# Comparison with O’Sullivan et al. (2022)
<a href=" https://doi.org/10.1038/s41467-022-32416-8">https://doi.org/10.1038/s41467-022-32416-8</a>

In [42]:
from IPython.display import Markdown, display
display(Markdown("TracebilityText.md"))

---
jupyter:
  jupytext:
    text_representation:
      extension: .md
      format_name: markdown
      format_version: '1.3'
      jupytext_version: 1.13.6
  kernelspec:
    display_name: Python 3 (ipykernel)
    language: python
    name: python3
---

<!-- #region -->
### Traceability analysis  

#### Outline
The traceability analysis defines several diagnostic variables using as much algebraic structure of the mass balance equation as is available.
Not all diagnostic variables are possible for all compartmental models. 

We chose here to introduce the diagnostic variables not all at once but rather in the order of decreasing generality.

The first diagnostic variables are available for all compartmental models and need no additional assumptions. 
In the later parts of this section we then assume to be able to identify more and more specific terms in the mass balance equation and use those to derive and trace ever more specific diagnostics.
Thus the very first part is valid for all models but how many of the later parts are applicable to a specific model  depends on how much we know about it.  

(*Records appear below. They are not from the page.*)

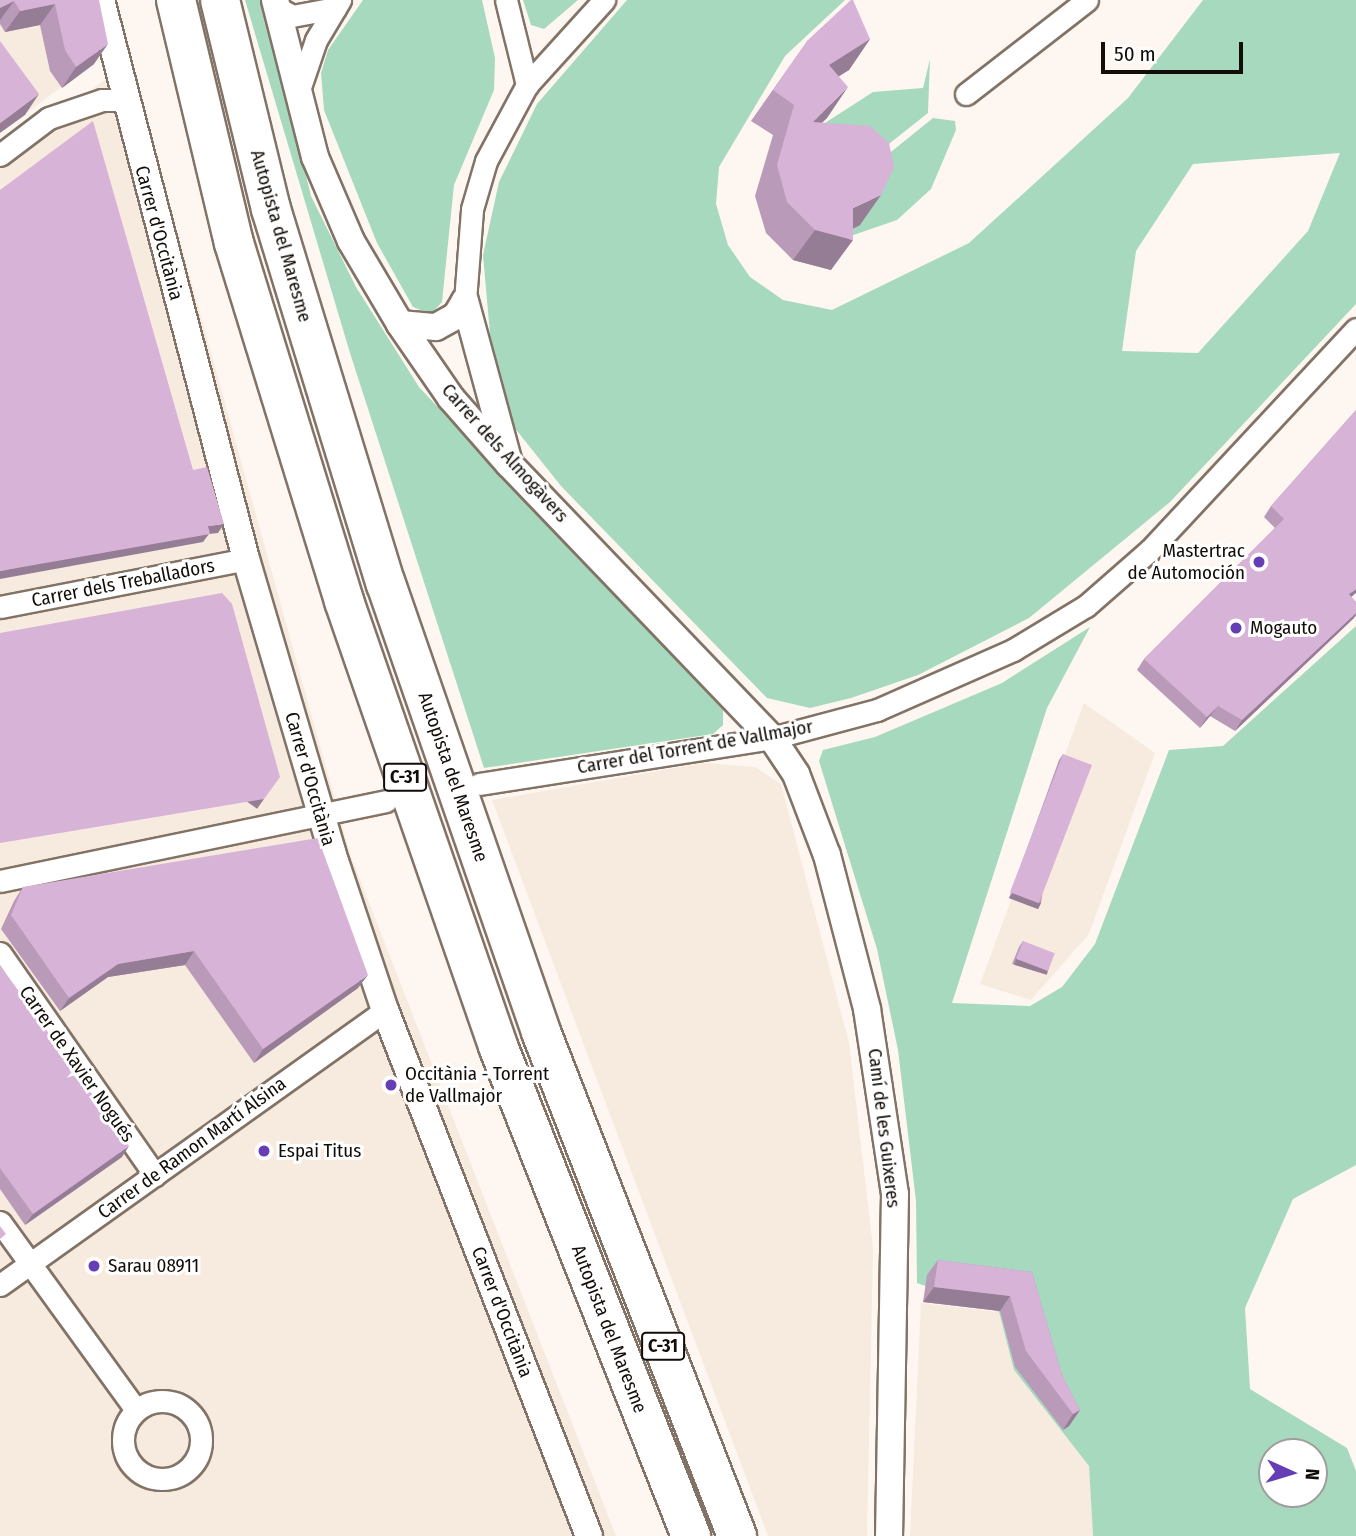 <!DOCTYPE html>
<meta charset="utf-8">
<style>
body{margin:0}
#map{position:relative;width:1356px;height:1536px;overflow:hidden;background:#fef7f1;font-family:"Fira Sans Condensed",sans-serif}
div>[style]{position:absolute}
.built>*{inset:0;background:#f7eade}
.green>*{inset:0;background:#a6d9be}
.roads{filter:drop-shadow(2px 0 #827366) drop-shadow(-2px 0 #827366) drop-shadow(0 2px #827366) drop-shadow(0 -2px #827366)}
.minor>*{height:21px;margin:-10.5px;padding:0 10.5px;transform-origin:10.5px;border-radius:10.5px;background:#fff}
.minor>.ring{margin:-10.5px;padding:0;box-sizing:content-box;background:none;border:21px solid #fff;border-radius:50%}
.tertiary>*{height:26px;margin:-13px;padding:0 13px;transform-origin:13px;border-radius:13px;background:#fff}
.motorway>*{height:38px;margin:-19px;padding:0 19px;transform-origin:19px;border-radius:19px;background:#fff}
.wall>*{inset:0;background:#b99ab9}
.shaded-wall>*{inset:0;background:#967d96;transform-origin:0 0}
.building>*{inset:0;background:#d7b3d7;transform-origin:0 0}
.dots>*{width:19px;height:19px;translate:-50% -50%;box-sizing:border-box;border:4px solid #fff;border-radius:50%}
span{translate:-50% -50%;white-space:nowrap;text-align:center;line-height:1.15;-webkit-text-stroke:6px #fff;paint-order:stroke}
.shield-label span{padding:2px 5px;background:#fff;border:2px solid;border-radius:5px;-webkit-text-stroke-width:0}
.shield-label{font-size:18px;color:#120d08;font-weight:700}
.street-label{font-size:19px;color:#120d08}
.poi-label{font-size:19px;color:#120d08}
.right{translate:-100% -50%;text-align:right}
.left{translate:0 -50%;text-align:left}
.north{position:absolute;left:1258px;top:1438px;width:70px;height:70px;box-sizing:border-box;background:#fff;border:2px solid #a09e9c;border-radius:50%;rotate:94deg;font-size:19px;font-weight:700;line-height:28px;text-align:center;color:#120d08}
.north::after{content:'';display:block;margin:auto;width:24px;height:32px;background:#653db5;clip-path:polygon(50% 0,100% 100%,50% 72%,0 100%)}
.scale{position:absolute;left:1101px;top:42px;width:142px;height:32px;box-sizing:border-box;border:4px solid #120d08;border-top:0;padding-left:9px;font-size:21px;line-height:24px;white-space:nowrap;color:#120d08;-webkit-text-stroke:5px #fff;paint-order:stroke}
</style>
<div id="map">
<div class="built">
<div style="clip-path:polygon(0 0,75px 0,89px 66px,0 133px)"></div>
<div style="clip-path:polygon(130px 61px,350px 854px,616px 1536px,0 1536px,0 158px)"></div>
<div style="clip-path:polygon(1084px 703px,1155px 753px,1089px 934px,1031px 1000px,980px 984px)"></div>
<div style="clip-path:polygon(704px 763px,755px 767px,781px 784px,849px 1043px,873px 1248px,867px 1536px,768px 1536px,492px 800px)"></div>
<div style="clip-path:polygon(921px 1303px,999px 1312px,1014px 1370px,1089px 1466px,1093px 1536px,910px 1536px)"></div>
</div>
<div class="green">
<div style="clip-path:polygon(245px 0,263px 0,311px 196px,356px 287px,419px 387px,723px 710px,723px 725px,713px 734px,484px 768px,350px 353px)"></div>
<div style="clip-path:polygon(363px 0,482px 0,495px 58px,494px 90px,454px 185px,442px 302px,431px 314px,413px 307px,377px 243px,324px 110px,321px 73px,328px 50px)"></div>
<div style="clip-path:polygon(523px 0,578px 0,544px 29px,531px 25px)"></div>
<div style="clip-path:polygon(evenodd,627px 0,845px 0,785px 56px,719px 167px,716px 204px,728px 245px,750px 277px,783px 300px,832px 310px,969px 243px,1128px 98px,1203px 0,1356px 0,1356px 304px,1170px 502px,1029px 618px,918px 675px,851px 698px,810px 708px,767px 698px,561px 486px,510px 422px,491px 345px,483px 255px,499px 182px,537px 104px,627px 0,1340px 153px,1308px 231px,1198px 353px,1122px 351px,1136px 251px,1193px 164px,1340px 153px)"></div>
<div style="clip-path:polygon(930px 59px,928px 113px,861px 166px,814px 130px,873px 92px,923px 88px)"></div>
<div style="clip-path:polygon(933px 118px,955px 121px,956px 130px,931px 189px,897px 220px,842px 239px,871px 207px,866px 172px)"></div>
<div style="clip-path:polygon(evenodd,1356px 626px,1356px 1165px,1293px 1199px,1245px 1308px,1250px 1389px,1347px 1448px,1356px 1471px,1356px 1536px,1093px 1536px,1089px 1466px,1014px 1370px,999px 1312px,917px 1283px,916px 1201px,898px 1050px,877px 949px,819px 761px,823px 750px,875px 737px,1002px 683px,1090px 627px,1047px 708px,952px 1003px,1030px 1006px,1062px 987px,1095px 944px,1169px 750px,1223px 746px,1356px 626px,1272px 1452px,1314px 1452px,1314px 1494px,1272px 1494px,1272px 1452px)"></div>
</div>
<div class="roads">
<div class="minor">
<div style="left:506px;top:0;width:88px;rotate:76.1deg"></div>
<div style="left:276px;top:7px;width:18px;rotate:29deg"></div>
<div style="left:292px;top:16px;width:44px;rotate:-10.5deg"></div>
<div style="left:298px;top:93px;width:56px;rotate:-71.2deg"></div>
<div style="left:316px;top:40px;width:47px;rotate:-59deg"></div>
<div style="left:966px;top:94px;width:153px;rotate:-37.8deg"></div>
<div style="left:0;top:155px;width:61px;rotate:-37.1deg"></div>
<div style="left:49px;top:118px;width:56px;rotate:-18.8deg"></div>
<div style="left:102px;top:100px;width:22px"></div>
<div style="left:465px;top:301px;width:92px;rotate:-85.6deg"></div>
<div style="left:472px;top:209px;width:50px;rotate:-73.7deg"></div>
<div style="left:486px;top:161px;width:86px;rotate:-61.7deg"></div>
<div style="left:527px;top:85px;width:115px;rotate:-47.8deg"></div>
<div style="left:0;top:607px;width:251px;rotate:-11deg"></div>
<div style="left:479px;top:784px;width:297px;rotate:-8.9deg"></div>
<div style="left:772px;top:738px;width:109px;rotate:-14.9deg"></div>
<div style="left:877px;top:710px;width:149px;rotate:-23.8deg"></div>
<div style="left:1013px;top:650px;width:85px;rotate:-31.1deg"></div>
<div style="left:1086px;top:606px;width:85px;rotate:-41.2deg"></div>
<div style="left:1150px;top:550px;width:302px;rotate:-47deg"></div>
<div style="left:0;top:881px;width:394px;rotate:-11.7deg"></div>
<div style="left:0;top:953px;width:271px;rotate:55.1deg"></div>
<div style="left:0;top:1222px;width:232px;rotate:54.1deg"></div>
<div style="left:0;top:1285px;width:473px;rotate:-35.5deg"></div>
<div class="ring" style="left:123px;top:1401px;width:57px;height:57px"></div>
</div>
<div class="tertiary">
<div style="left:101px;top:0;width:577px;rotate:75.46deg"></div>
<div style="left:246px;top:559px;width:305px;rotate:73.6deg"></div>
<div style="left:332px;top:852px;width:167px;rotate:71.5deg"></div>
<div style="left:385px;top:1010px;width:564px;rotate:68.8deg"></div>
<div style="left:275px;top:0;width:162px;rotate:75.7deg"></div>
<div style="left:315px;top:157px;width:91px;rotate:66.8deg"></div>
<div style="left:351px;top:241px;width:96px;rotate:59.4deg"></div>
<div style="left:400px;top:324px;width:90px;rotate:55.4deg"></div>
<div style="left:451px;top:398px;width:88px;rotate:48.7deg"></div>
<div style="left:509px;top:464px;width:380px;rotate:46.2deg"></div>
<div style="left:772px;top:738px;width:43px;rotate:56.3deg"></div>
<div style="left:796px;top:774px;width:87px;rotate:69.1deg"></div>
<div style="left:827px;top:855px;width:159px;rotate:75.4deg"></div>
<div style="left:867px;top:1009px;width:187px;rotate:81.4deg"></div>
<div style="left:895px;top:1194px;width:342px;rotate:91deg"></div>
<div style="left:465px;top:301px;width:164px;rotate:74.8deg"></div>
<div style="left:400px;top:324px;width:36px;rotate:5deg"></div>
<div style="left:436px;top:327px;width:23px;rotate:-29deg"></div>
<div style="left:456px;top:316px;width:17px;rotate:-59deg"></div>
</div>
<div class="motorway">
<div style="left:176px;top:0;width:250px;rotate:76.6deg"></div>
<div style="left:234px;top:243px;width:375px;rotate:72.9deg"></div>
<div style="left:344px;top:601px;width:471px;rotate:70.9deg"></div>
<div style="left:498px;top:1046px;width:527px;rotate:68.5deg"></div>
<div style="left:220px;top:0;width:215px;rotate:76.3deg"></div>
<div style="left:271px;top:209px;width:392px;rotate:73deg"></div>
<div style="left:386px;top:584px;width:474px;rotate:70.9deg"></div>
<div style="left:541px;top:1032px;width:541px;rotate:68.75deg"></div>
</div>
</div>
<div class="wall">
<div style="clip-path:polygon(0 0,99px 0,94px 64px,62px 88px,50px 71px,40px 25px,5px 32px,0 24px)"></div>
<div style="clip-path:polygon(870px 39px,849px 70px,838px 76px,827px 118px,822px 122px,860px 225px,853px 229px,831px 270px,793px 260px,766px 233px,755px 196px,773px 135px,751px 121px,808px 40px)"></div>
<div style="clip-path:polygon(1356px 410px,1351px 597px,1356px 602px,1356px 616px,1235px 731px,1210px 716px,1200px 728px,1137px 670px,1144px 659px,1275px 528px,1264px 517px,1271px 506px)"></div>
<div style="clip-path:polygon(1063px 754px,1041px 903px,1038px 909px,1009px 898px,1059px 760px)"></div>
<div style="clip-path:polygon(23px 887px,358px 988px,254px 1063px,185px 965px,108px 977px,60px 1011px,1px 929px,14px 901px)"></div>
<div style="clip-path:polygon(1023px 941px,1045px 974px,1012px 964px,1019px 947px)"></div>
<div style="clip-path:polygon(0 965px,122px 1157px,25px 1225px,0 1189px)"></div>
<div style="clip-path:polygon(938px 1260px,1032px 1272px,1062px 1375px,1080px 1410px,1069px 1426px,1063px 1430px,1015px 1367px,1000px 1311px,923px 1302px,927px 1275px)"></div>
</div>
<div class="shaded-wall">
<div style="clip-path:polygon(14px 1px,0 20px,0 8px)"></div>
<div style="clip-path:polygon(55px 4px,40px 25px,5px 32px,20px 11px)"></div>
<div style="clip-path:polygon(870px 39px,849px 70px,808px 96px,829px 65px)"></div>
<div style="clip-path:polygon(108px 44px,94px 64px,62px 88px,76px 67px)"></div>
<div style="clip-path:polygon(848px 87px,827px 118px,792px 152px,813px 122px)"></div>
<div style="clip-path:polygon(39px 94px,25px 115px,0 133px,0 123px)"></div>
<div style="clip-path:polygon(881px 195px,860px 225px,838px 236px,853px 240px,831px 270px,793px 260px,815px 230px,853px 208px)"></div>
<div style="clip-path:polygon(224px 524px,218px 533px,209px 534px,203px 542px,0 579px,0 571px,208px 526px)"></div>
<div style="clip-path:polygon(1356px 589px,1356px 593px,1342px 605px,1349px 594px)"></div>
<div style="clip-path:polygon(1356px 613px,1354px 618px,1235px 731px,1242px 720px)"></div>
<div style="clip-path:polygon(1218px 706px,1210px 716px,1200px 728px,1207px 717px)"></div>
<div style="left:264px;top:799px;width:12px;height:268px;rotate:125deg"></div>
<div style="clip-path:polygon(1013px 893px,1041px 903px,1038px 909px,1009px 898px)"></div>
<div style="clip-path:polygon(194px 951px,185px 965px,108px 977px,60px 1011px,69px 998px,118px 964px)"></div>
<div style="left:1016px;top:959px;width:34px;height:6px;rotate:17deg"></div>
<div style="clip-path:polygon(368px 975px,358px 988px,254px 1063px,263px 1049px)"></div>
<div style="clip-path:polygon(129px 1146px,122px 1157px,25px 1225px,33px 1214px)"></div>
<div style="clip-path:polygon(934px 1287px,1010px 1296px,1000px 1311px,923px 1302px)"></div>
<div style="clip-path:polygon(1080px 1410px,1069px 1426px,1063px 1430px,1073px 1414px)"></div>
</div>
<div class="building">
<div style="clip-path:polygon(0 0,99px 0,108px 44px,76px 67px,65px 50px,55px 4px,20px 11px,14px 1px,0 8px)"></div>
<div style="clip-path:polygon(851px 0,853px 0,870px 39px,829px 65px,848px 87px,813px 122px,870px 126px,889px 143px,894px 167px,881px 195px,853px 208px,853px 240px,815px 230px,787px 202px,777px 165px,794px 105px,773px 90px,808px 40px)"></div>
<div style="clip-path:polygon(0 41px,39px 94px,0 123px)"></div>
<div style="clip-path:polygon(93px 121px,193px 470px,207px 467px,224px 524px,208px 526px,210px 534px,0 571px,0 190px)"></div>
<div style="clip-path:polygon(1356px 410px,1356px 589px,1349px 594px,1356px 602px,1356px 613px,1242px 720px,1218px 706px,1207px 717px,1144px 659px,1284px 519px,1271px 506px)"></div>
<div style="clip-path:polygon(222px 593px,232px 604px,280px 777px,264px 799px,0 843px,0 633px)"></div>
<div style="left:1063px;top:754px;width:31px;height:148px;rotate:21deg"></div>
<div style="clip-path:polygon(318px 838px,368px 975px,263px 1049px,194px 951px,118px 964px,69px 998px,11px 915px,23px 887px)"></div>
<div style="left:1023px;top:941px;width:34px;height:19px;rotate:21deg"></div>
<div style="clip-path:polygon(0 965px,129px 1146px,33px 1214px,0 1168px)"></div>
<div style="clip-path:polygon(0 1226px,6px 1234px,0 1239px)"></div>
<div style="clip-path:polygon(938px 1260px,1032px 1272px,1062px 1375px,1080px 1410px,1073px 1414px,1026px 1351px,1010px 1296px,934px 1287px)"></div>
</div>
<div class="dots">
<div style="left:1259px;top:562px;background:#653db5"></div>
<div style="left:1236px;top:628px;background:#653db5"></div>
<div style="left:391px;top:1085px;background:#653db5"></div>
<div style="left:264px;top:1151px;background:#653db5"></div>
<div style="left:94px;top:1266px;background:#653db5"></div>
</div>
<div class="shield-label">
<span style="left:405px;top:777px">C-31</span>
<span style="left:663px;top:1346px">C-31</span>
</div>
<div class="street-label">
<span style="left:159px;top:233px;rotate:75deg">Carrer d'Occitània</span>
<span style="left:281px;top:236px;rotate:74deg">Autopista del Maresme</span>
<span style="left:505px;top:453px;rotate:48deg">Carrer dels Almogàvers</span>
<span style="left:123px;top:583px;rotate:-11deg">Carrer dels Treballadors</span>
<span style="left:695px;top:747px;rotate:-10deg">Carrer del Torrent de Vallmajor</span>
<span style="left:453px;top:777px;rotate:71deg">Autopista del Maresme</span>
<span style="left:310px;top:779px;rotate:74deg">Carrer d'Occitània</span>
<span style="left:77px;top:1064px;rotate:55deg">Carrer de Xavier Nogués</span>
<span style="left:884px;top:1128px;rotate:83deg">Camí de les Guixeres</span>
<span style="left:192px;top:1148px;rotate:-36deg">Carrer de Ramon Martí Alsina</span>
<span style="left:502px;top:1312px;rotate:69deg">Carrer d'Occitània</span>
<span style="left:609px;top:1329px;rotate:69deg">Autopista del Maresme</span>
</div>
<div class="poi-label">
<span class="right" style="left:1245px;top:562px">Mastertrac<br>de Automoción</span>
<span class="left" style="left:1250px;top:628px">Mogauto</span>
<span class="left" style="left:405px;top:1085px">Occitània - Torrent<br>de Vallmajor</span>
<span class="left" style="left:278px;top:1151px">Espai Titus</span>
<span class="left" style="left:108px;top:1266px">Sarau 08911</span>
</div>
<div class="north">N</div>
<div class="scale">50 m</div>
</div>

#### Derivation of the matrix decomposition 
Compartmental models (well mixed mass balanced) can be written in as an ordinary differential equation in matrix form that relates the momentary value of the (time) derivative $\frac{d X}{d t}$ of an yet unknown function $X$ to the momentary value of $X$ itself.   
$$
\frac{d X}{d t}= I(X,t) + \tilde{M}(X,t) X \quad (1)   
$$ 
where $X$ is the statevector representing the pool contents, $\tilde{M}$ the "Compartmental matrix" and $I$ the input vector.
In Yiqi's group equation (1) is usually written with the negative Compartmental Matrix $M=-\tilde{M}$ 

$$
\frac{d X}{d t}= I(X,t) - M(X,t) X \quad (2)   
$$ 

Together with a startvalue $X_0$ it constitutes an "initial value problem" (ivp) which can be solved numerically by moving step by step forward in time.

Note: 

It is mathematical standard notation to use $X$ in the *formulation* of the ivp (representing the momentary value) althoug *after we have solved it* the solution is expressed as function of time $X(t)$. This avoids confusion since everything appering with arguments is recognizable as explicitly calculable *before* we have solved the ivp.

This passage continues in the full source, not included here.